EDITOR’S NOTE (Nick Stamatakis): As we prepare to celebrate the 200-year anniversary of  the Greek Revolution, honoring the many American Philhellenes who chose to participate in the fight and, some, give their lives for Greece, should certainly be the most worthy cause for all us in the Greek-American community.  Is there a better celebration of the Greek Revolution and Greek Independence for our community than honoring the centuries-old ties between the two homelands?

The American Philhellenes Society, under the leadership of Peter and Georgia Nikolopoulos, has planned and organized several events, to culminate in the erection of a statue at Aurora Wilder Park in honor of the American Philhellenes.  The installation ceremony will take place this coming May. (Below you can see the architectural design of the monument)

Helleniscope will post a series of articles relevant to the anniversary and will focus on this particular subject, in honor of the American Philhellenes.  At the same time, we will not fail to criticize the usual dysfunction of Greek government authorities when it comes to contributing the self-evident – even mere participation that costs no money at all…

For more information on the American Philhellenes Society please visit their website 

Above, a painting of Samuel Gridley Howe, a great American Philhellene, a painting at Brown University.



By Steve Lord

Greek independence memorial to be placed at Aurora park

A new memorial commemorating the Greek battle for independence could be standing in an Aurora park within a couple of months.

Aldermen recently approved accepting the memorial from the American Philhellenes Society, a not-for-profit organization established to identify, highlight and honor Americans who supported or fought for the independence of Greece during the years 1810 to 1840.

The society will pay the estimated $100,000 to purchase, fabricate and install the memorial at no cost to the city. The city is providing the place: Wilder Park, between Lake and River streets on the city’s near West Side, as well as future maintenance of the memorial.

The group plans to install the memorial in the spring, which is the bicentennial celebration of the 1821 Greek Revolution. The monument would also acknowledge the ongoing close ties between the United States and Greece, and is intended to be a teaching tool into the history of Greece, the Greek Revolution and the significant part played by Americans in support of Greece.

City officials, who recommended accepting the memorial, have said it could present an opportunity beyond the one statue. They said the memorial could spur a yearly celebration, sort of a mini Greek Fest in the park.

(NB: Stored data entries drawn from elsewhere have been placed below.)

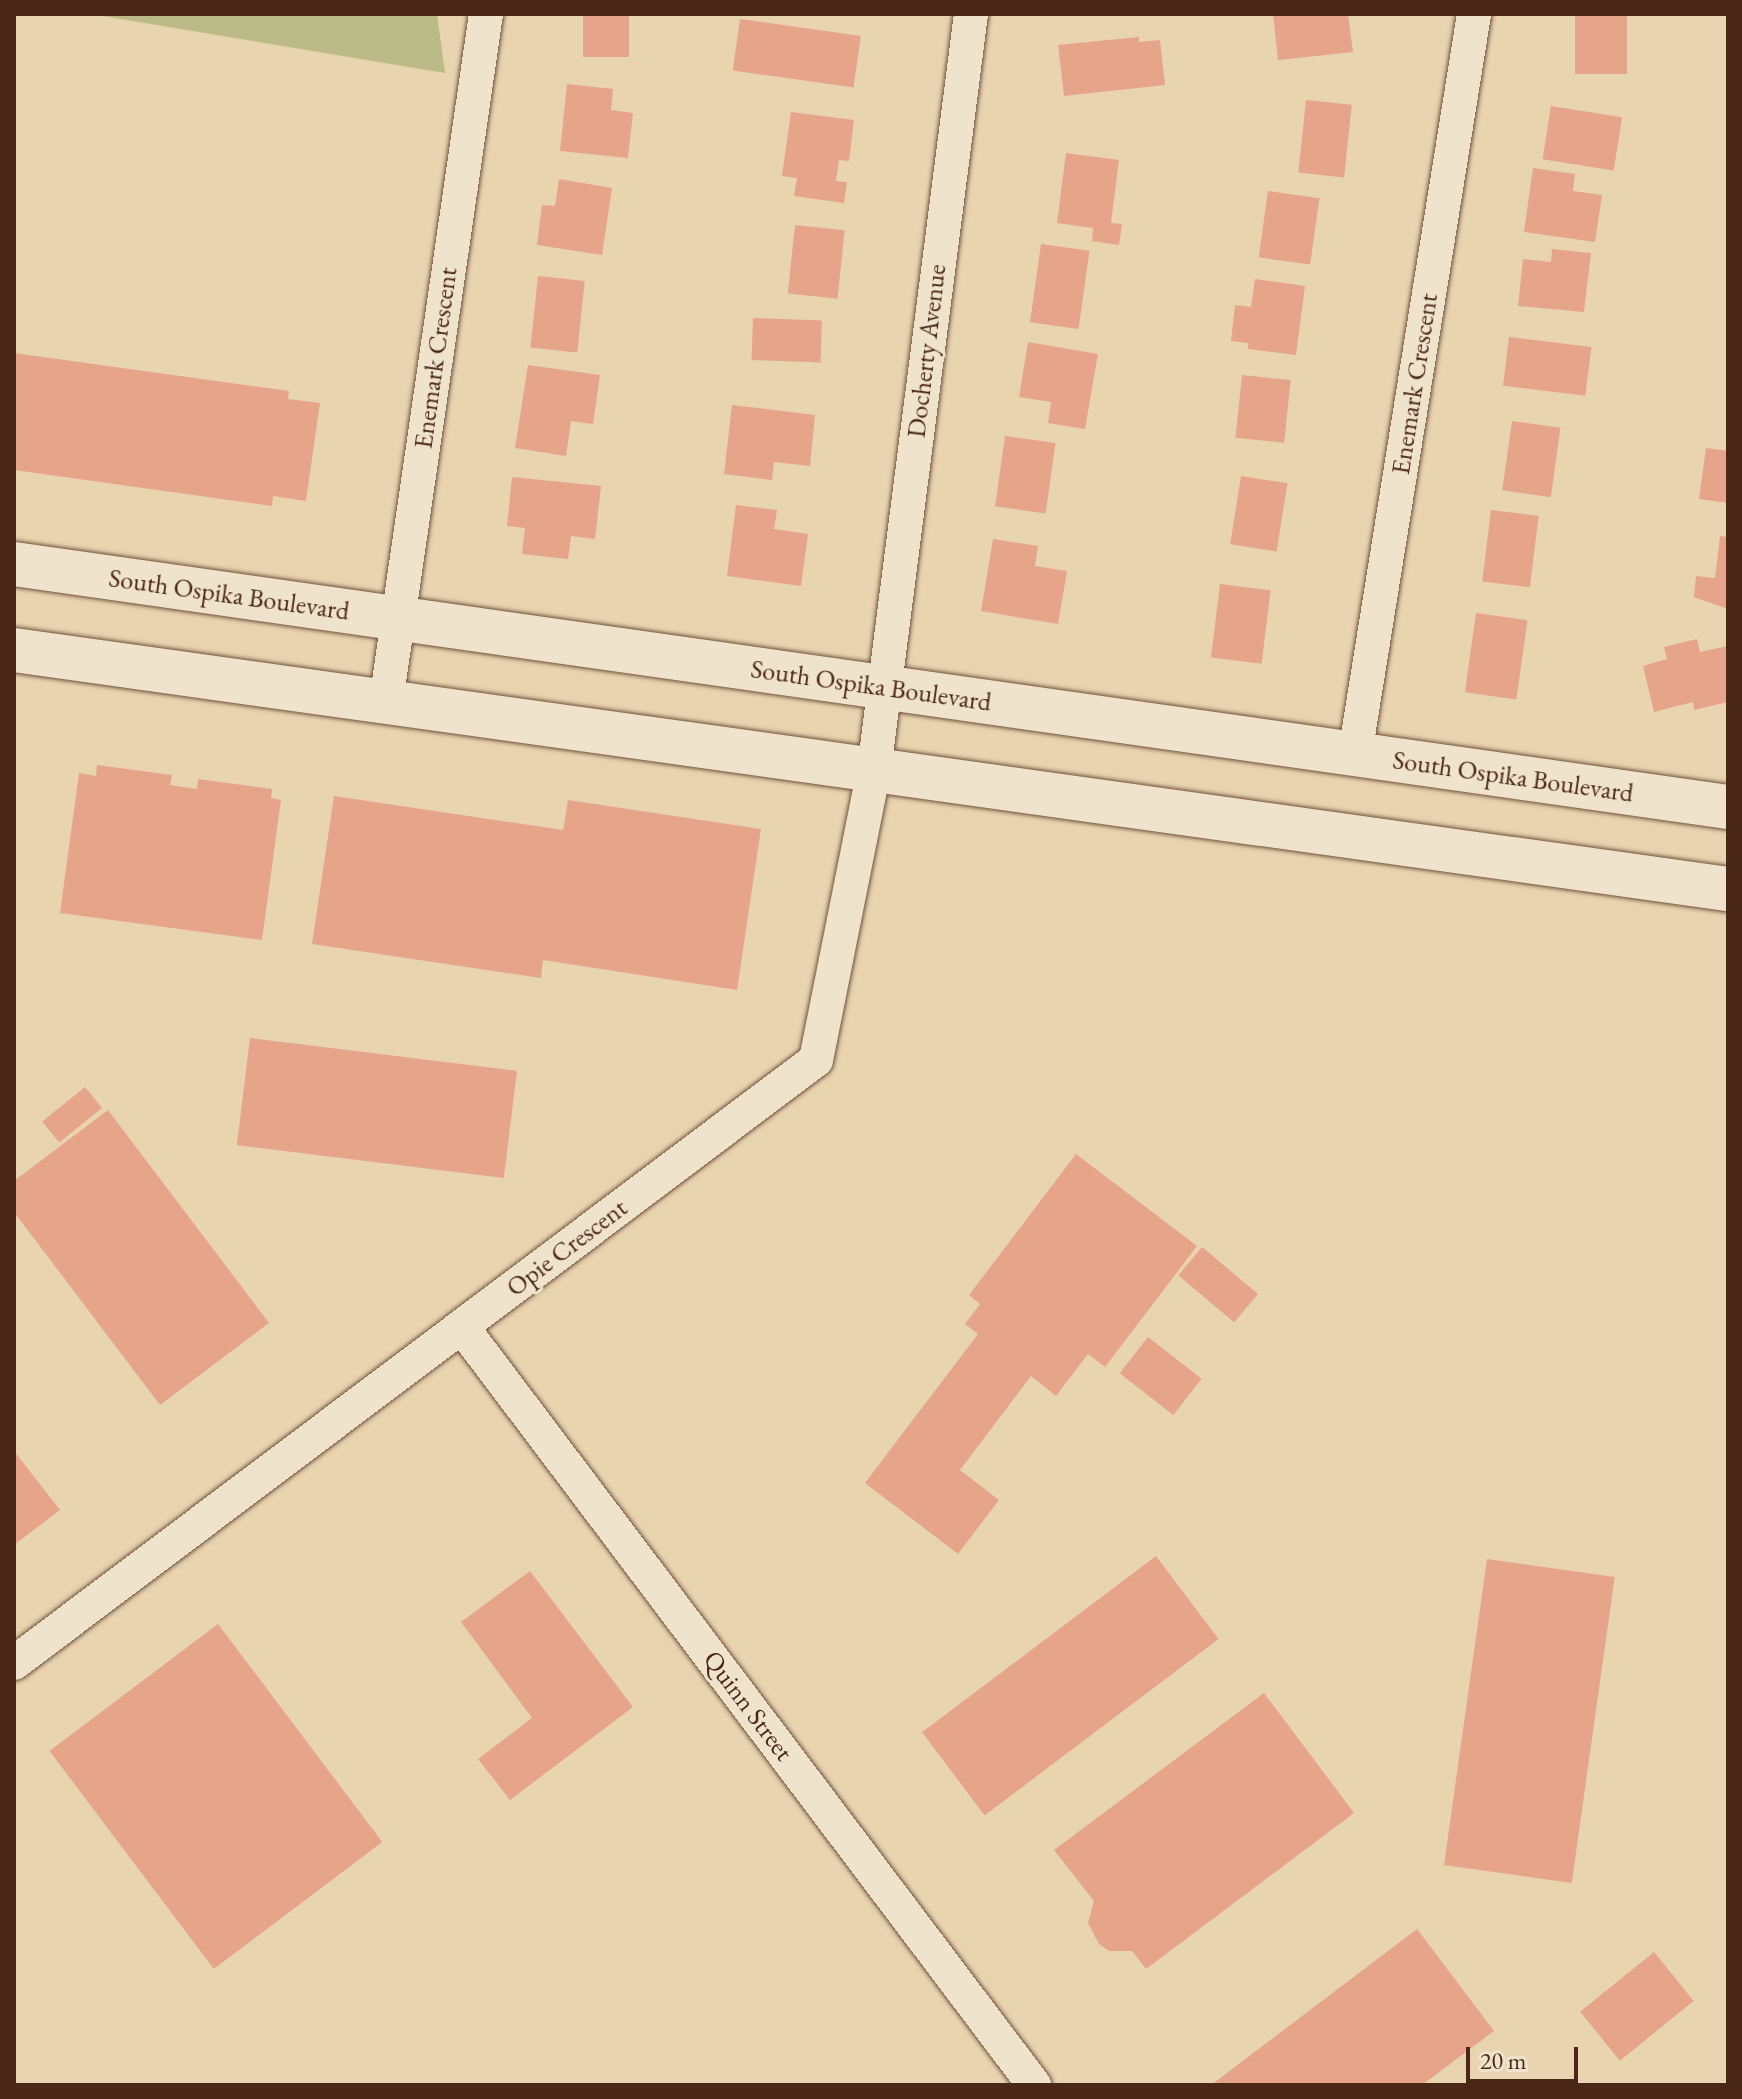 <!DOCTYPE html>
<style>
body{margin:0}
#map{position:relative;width:1742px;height:2099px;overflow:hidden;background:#e8d4af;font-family:"EB Garamond",serif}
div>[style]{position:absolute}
.green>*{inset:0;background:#bbbb87}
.building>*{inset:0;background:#e6a58b;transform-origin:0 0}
.roads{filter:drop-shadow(0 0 2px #72523e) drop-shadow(0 0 2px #72523e)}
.minor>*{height:34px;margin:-17px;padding:0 17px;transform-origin:17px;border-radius:17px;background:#f0e3cb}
.secondary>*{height:44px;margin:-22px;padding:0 22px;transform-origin:22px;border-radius:22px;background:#f0e3cb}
span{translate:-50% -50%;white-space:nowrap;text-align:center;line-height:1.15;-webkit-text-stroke:6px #f0e3cb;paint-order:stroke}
.street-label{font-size:26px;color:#4b2718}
.frame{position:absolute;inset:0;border:16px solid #4b2718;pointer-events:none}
.scale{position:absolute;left:1466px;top:2047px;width:112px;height:36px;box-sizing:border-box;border:4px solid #4b2718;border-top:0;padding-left:10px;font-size:24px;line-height:28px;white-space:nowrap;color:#4b2718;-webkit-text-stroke:6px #f0e3cb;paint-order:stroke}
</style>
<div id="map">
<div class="green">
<i style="clip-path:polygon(91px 14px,437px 14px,445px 73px)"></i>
</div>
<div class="building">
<i style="left:583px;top:14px;width:46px;height:43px"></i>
<i style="clip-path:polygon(1273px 14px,1348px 14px,1353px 52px,1278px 60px)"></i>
<i style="left:1575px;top:14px;width:52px;height:60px"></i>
<i style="left:740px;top:19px;width:122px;height:52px;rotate:8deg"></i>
<i style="clip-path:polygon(1139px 37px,1139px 42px,1160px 40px,1165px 85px,1064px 96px,1058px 45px)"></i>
<i style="clip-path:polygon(567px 84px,613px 89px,611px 110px,633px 113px,628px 158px,560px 151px)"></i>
<i style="left:1306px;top:100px;width:46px;height:73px;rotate:6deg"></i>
<i style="left:1551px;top:106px;width:72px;height:54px;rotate:9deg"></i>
<i style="clip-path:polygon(791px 112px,854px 120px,849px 161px,839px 160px,836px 181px,847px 182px,844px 203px,794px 196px,797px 178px,782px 176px)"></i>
<i style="clip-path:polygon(1066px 153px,1119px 160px,1111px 223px,1122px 224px,1119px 245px,1092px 241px,1093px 228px,1057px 223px)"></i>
<i style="clip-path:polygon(1533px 168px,1575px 174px,1573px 191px,1602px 195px,1595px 242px,1524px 232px)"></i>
<i style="clip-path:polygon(559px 179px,612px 188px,602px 255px,537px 245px,542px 205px,555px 206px)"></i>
<i style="left:1268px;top:191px;width:52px;height:67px;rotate:8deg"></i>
<i style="left:795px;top:225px;width:50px;height:69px;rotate:6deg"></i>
<i style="left:1041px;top:244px;width:49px;height:79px;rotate:8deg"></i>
<i style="clip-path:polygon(1552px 249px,1591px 253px,1584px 312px,1518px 306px,1523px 259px,1551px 262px)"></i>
<i style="left:538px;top:276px;width:47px;height:72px;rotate:6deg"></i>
<i style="clip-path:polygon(1255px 279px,1305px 286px,1296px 355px,1248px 349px,1248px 343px,1231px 341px,1235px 305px,1251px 307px)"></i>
<i style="left:753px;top:318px;width:69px;height:42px;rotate:2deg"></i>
<i style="left:1509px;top:337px;width:83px;height:49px;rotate:7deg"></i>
<i style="clip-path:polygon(1028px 342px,1098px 354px,1085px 429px,1048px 423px,1051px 402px,1019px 397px)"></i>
<i style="clip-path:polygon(14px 353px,289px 391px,288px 399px,320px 403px,306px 501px,273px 496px,272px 506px,14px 470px)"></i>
<i style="clip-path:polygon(528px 365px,600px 375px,593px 424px,571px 421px,566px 456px,515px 448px)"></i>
<i style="left:1242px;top:375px;width:49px;height:63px;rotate:6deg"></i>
<i style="clip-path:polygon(732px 405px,815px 415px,810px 466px,774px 462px,772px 480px,724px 474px)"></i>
<i style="left:1512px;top:421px;width:49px;height:70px;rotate:8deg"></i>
<i style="left:1005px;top:436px;width:51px;height:71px;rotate:8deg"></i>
<i style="clip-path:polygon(1706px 448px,1728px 451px,1728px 503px,1699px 499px)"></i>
<i style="left:1241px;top:476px;width:47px;height:69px;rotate:9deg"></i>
<i style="clip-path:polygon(512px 477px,601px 486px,595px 539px,571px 536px,568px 559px,522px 554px,525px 528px,507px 526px)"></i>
<i style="clip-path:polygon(736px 505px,777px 510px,774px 529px,808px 534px,801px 586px,727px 576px)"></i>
<i style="left:1491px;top:510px;width:48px;height:72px;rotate:7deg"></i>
<i style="clip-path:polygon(1720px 536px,1728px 537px,1728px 609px,1694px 597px,1696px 576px,1715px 578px)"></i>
<i style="clip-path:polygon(993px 539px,1038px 546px,1035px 566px,1067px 571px,1058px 624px,981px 611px)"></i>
<i style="left:1220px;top:584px;width:51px;height:74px;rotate:7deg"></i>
<i style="left:1476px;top:613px;width:52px;height:80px;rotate:8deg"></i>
<i style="clip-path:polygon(1697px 639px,1700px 652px,1728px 646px,1728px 702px,1694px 710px,1693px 702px,1654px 712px,1643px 666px,1667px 659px,1664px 647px)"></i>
<i style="clip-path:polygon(97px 765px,172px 775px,170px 785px,197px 789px,198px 779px,272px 789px,271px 798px,281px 800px,262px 940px,60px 913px,79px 773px,96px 776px)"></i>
<i style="clip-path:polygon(334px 796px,563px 830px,568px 800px,761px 829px,737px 990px,543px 960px,541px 978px,312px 944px)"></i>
<i style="left:250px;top:1038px;width:269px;height:108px;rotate:7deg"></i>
<i style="left:85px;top:1087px;width:27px;height:55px;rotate:51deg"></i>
<i style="clip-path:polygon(108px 1110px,269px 1323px,160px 1405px,14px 1212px,14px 1181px)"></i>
<i style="clip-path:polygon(1076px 1154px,1197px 1246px,1105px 1367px,1088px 1354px,1056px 1396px,1031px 1376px,960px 1470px,999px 1500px,958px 1554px,865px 1483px,978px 1334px,965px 1324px,980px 1304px,969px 1295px)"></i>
<i style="left:1202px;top:1247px;width:73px;height:37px;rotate:40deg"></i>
<i style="left:1148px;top:1337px;width:68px;height:46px;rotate:38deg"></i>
<i style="clip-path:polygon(14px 1451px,60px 1510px,14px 1545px)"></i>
<i style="left:1156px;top:1556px;width:104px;height:293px;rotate:53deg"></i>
<i style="left:1487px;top:1559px;width:129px;height:309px;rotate:8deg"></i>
<i style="clip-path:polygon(530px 1571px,633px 1707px,510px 1800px,478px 1759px,532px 1718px,461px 1622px)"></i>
<i style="left:218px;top:1624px;width:273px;height:211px;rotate:53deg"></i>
<i style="clip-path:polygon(1264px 1693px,1354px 1813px,1146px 1969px,1132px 1951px,1109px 1951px,1099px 1944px,1088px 1923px,1094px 1901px,1054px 1850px)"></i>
<i style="clip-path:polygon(1417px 1929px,1494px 2031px,1422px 2085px,1211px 2085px)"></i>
<i style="left:1654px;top:1952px;width:63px;height:95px;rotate:51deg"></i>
</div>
<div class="roads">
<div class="minor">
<i style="left:386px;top:702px;width:695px;rotate:-81.73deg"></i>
<i style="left:1355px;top:754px;width:750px;rotate:-80.86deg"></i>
<i style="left:462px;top:1327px;width:950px;rotate:52.96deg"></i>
<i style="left:14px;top:1663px;width:1003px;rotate:-36.94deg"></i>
<i style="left:816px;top:1060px;width:296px;rotate:-78.7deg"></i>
<i style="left:874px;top:770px;width:762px;rotate:-82.69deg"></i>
</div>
<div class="secondary">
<i style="left:14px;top:564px;width:1731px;rotate:8.07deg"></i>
<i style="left:14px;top:650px;width:1731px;rotate:7.94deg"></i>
</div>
</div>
<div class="street-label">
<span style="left:927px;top:351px;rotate:-83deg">Docherty Avenue</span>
<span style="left:436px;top:358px;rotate:-82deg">Enemark Crescent</span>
<span style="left:1415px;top:384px;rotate:-81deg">Enemark Crescent</span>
<span style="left:229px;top:595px;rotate:8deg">South Ospika Boulevard</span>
<span style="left:871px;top:686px;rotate:8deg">South Ospika Boulevard</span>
<span style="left:1513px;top:777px;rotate:8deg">South Ospika Boulevard</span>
<span style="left:567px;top:1248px;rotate:-37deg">Opie Crescent</span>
<span style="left:748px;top:1706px;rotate:53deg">Quinn Street</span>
</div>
<div class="frame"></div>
<div class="scale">20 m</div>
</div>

It also could spur other organizations to seek putting memorials in the park. Wilder Park already has several memorials, one for the Wilder family for which the park is named, and another a Vietnam War Memorial near a flagpole.

The society reviewed several locations around the Chicago area including several in Aurora and settled on Aurora and Wilder Park based on the existing memorials there, its central location and the overall plan for rejuvenating the park including the new promenade project.

City officials suggested a location in the park near the southwest corner, near the corner of North Lake Street and Vine Street. Delivery of the monument to the site would be expected no later than Feb. 28, and the installation of the monument would be completed no later than March 15, according to officials.

This would allow enough time to install sidewalks, pavers at the base of the monument and landscaping, city officials have said.